[What to produce] Copy each line of the following data that contains "position".

(Data extracts begins)

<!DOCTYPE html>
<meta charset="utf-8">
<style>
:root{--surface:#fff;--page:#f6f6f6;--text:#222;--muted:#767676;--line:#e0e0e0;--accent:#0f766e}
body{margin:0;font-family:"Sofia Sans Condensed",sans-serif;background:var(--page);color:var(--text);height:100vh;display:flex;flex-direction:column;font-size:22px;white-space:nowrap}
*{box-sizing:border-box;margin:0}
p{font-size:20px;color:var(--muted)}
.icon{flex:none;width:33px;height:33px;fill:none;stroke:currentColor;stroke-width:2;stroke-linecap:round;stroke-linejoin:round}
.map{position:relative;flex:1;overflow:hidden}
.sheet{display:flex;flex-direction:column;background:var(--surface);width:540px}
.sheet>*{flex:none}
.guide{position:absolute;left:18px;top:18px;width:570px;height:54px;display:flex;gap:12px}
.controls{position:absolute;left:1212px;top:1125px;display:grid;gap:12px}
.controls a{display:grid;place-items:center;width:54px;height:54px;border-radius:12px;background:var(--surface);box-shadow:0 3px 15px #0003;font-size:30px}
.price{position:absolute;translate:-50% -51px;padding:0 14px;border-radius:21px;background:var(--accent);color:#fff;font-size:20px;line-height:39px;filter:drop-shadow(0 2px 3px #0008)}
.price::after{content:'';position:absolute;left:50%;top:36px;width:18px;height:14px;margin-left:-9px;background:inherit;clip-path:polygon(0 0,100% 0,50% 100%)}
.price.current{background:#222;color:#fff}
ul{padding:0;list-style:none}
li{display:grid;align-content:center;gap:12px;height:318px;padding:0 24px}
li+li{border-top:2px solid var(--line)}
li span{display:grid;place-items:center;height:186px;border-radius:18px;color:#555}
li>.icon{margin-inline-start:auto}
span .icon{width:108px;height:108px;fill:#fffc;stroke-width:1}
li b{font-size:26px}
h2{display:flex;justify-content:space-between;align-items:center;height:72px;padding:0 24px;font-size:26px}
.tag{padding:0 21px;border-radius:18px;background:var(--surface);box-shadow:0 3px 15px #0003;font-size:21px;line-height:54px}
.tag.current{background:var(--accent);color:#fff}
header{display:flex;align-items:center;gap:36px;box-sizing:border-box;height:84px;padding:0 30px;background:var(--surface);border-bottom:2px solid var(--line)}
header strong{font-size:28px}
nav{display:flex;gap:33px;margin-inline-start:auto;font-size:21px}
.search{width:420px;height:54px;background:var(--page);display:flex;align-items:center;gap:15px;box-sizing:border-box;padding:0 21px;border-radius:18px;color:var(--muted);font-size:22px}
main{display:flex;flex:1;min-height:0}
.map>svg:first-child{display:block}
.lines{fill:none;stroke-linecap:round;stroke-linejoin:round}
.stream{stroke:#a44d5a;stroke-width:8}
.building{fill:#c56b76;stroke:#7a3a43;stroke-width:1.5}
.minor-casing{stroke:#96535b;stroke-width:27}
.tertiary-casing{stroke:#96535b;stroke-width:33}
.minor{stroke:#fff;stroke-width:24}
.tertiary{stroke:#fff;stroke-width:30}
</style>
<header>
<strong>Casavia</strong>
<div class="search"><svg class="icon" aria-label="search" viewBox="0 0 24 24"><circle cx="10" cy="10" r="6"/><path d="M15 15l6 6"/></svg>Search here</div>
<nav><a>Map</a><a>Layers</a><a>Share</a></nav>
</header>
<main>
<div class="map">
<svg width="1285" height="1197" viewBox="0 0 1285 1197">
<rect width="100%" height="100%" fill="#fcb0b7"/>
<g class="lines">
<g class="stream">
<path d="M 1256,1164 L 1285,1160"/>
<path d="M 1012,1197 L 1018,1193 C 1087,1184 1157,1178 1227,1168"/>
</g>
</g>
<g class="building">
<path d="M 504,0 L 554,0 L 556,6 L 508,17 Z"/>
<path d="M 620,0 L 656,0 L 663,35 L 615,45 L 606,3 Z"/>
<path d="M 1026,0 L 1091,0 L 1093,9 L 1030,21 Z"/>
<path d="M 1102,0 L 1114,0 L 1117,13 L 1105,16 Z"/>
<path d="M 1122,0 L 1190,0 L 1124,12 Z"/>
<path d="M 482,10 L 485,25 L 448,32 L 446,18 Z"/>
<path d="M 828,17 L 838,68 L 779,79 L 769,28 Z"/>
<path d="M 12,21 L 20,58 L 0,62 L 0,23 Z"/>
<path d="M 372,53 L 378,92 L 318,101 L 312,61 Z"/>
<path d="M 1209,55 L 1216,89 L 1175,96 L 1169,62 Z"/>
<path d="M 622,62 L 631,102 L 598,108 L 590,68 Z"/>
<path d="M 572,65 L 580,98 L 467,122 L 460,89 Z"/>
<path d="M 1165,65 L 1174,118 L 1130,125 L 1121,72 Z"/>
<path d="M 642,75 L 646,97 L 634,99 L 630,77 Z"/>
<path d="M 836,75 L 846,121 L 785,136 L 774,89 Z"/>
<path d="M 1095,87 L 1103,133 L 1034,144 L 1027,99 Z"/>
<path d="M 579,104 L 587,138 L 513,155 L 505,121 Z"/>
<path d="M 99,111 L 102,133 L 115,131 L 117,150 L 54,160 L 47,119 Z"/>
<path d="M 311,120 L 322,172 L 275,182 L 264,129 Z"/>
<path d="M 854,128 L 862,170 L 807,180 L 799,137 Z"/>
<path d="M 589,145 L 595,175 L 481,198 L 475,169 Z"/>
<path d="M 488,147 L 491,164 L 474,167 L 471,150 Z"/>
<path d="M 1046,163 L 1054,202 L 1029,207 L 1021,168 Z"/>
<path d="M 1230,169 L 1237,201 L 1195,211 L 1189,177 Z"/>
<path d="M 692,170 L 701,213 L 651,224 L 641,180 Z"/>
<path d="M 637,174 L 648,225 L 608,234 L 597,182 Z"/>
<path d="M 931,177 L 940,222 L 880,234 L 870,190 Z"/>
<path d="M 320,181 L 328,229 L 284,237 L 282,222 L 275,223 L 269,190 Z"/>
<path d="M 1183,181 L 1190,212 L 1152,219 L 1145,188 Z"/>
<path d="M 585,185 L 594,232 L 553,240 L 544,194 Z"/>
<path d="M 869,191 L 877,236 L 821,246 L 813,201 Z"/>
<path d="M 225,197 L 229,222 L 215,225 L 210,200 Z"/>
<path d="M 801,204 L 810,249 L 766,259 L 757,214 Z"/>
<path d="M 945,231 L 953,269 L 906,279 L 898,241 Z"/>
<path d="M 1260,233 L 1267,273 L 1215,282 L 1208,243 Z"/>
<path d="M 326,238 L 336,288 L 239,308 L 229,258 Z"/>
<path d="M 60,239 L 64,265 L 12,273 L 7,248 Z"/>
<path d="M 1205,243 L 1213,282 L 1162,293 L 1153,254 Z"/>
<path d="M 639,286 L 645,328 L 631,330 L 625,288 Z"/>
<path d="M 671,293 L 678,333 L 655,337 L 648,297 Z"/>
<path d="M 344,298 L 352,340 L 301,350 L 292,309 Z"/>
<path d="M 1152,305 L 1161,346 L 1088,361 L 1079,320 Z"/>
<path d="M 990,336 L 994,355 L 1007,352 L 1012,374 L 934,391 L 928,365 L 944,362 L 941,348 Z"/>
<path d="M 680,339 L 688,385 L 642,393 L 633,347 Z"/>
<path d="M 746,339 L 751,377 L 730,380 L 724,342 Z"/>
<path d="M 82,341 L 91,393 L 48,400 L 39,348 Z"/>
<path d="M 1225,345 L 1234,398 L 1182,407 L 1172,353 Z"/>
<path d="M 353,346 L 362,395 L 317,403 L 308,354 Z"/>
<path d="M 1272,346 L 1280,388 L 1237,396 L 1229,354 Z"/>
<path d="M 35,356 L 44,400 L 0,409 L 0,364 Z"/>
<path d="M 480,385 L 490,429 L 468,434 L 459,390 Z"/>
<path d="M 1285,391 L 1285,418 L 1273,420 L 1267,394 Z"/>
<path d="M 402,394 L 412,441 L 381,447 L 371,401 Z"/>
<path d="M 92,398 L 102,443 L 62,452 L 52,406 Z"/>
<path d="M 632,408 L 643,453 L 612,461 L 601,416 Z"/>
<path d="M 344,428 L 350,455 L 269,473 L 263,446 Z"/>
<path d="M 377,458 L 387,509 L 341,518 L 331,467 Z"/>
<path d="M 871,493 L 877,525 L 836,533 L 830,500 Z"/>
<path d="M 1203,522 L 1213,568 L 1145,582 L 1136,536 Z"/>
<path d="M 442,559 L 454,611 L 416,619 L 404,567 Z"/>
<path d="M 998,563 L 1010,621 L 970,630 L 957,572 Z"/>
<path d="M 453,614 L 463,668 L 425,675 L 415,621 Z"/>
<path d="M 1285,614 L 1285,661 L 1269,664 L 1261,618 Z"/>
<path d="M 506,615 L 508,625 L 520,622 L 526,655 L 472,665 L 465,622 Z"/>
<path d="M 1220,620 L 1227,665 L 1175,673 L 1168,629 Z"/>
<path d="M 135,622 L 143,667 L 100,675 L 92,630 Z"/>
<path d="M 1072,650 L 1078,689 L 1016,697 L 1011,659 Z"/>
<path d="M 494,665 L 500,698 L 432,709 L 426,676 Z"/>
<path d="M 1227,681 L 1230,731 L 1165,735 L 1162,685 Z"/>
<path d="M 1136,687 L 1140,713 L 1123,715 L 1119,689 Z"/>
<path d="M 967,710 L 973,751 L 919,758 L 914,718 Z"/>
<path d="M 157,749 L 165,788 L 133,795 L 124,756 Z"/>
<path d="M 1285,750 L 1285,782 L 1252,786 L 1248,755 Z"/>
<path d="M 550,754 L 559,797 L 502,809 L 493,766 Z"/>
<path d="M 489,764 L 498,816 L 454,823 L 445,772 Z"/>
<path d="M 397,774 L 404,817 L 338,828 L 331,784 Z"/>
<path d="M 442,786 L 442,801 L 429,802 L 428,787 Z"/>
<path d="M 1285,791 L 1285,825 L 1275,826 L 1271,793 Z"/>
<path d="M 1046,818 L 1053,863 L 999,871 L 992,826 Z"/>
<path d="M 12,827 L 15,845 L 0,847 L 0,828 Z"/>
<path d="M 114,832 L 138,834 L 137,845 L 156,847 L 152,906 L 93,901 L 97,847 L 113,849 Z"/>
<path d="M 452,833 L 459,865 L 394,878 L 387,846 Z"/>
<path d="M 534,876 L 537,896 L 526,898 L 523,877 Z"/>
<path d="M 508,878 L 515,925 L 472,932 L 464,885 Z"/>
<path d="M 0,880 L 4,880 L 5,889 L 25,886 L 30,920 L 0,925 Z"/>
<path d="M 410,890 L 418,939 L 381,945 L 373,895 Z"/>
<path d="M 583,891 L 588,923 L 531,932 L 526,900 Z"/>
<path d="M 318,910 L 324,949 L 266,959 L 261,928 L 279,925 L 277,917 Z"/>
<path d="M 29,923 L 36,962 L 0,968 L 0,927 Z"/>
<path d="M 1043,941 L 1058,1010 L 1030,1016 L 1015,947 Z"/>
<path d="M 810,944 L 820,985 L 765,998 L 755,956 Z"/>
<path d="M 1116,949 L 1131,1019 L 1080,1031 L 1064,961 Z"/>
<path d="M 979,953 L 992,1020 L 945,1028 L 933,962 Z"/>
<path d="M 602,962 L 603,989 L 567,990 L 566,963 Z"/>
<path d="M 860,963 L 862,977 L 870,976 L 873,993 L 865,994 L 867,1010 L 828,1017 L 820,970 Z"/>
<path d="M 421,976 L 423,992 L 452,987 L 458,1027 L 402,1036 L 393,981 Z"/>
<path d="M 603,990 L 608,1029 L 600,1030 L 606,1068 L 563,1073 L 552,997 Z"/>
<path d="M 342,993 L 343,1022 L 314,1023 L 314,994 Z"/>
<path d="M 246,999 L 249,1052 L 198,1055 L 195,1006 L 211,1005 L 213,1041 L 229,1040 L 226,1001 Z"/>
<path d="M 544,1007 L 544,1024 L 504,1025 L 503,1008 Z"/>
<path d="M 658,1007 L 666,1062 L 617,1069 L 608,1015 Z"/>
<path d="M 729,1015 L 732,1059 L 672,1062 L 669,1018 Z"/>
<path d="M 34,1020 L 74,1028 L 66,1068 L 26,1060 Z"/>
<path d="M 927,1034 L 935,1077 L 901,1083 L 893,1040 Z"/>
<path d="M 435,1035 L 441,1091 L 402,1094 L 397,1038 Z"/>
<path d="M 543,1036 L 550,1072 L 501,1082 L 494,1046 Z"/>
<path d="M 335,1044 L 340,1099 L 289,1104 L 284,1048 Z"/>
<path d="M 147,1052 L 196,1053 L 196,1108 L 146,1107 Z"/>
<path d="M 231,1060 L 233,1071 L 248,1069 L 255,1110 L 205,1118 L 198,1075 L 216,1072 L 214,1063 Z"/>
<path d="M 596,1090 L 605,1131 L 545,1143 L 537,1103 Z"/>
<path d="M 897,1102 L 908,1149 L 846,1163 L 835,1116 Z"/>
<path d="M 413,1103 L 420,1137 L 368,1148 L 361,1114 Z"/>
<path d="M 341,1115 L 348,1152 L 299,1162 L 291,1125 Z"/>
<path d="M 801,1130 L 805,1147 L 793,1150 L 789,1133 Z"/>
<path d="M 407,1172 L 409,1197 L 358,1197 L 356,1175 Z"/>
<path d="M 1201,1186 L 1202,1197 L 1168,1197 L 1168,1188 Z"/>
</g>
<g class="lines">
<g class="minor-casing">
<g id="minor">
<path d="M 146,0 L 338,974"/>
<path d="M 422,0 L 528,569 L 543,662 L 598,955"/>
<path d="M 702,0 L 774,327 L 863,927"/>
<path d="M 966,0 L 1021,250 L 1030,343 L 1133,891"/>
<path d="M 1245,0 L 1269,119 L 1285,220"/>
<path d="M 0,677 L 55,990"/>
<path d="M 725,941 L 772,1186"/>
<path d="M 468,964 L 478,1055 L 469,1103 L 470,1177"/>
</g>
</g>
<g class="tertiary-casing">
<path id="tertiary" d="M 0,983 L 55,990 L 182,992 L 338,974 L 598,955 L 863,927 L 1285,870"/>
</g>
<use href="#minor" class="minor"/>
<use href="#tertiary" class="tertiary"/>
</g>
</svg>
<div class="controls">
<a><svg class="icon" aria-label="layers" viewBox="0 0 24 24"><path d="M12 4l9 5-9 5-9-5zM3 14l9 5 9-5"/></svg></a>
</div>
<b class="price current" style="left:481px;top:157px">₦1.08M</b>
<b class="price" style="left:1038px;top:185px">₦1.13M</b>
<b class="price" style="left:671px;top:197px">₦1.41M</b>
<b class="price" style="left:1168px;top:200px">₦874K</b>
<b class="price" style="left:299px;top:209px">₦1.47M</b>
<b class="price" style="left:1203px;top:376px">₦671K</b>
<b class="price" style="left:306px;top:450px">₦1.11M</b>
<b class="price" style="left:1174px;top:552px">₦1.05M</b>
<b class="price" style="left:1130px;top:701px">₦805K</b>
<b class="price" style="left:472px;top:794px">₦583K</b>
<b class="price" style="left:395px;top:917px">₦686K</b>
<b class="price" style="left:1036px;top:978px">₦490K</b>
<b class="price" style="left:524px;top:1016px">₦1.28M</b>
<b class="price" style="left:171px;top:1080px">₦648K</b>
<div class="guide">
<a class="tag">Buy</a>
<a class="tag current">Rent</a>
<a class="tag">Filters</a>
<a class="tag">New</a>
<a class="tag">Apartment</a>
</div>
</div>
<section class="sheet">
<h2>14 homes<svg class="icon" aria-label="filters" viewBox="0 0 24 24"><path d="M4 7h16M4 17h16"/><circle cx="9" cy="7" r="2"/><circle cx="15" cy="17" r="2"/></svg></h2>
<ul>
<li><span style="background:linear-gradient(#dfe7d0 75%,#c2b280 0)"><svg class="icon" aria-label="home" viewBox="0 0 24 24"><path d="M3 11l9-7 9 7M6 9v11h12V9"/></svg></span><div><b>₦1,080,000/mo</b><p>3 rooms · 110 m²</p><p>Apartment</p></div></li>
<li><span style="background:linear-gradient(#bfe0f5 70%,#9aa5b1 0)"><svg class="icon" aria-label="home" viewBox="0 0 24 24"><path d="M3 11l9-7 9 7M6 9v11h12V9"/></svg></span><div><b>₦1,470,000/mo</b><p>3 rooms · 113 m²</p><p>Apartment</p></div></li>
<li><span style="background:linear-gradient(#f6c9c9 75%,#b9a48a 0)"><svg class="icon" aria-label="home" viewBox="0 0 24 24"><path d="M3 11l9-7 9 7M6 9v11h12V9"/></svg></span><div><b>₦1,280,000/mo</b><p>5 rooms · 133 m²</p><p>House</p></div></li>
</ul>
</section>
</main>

(Data extracts ends)

[Task answer]
.map{position:relative;flex:1;overflow:hidden}
.guide{position:absolute;left:18px;top:18px;width:570px;height:54px;display:flex;gap:12px}
.controls{position:absolute;left:1212px;top:1125px;display:grid;gap:12px}
.price{position:absolute;translate:-50% -51px;padding:0 14px;border-radius:21px;background:var(--accent);color:#fff;font-size:20px;line-height:39px;filter:drop-shadow(0 2px 3px #0008)}
.price::after{content:'';position:absolute;left:50%;top:36px;width:18px;height:14px;margin-left:-9px;background:inherit;clip-path:polygon(0 0,100% 0,50% 100%)}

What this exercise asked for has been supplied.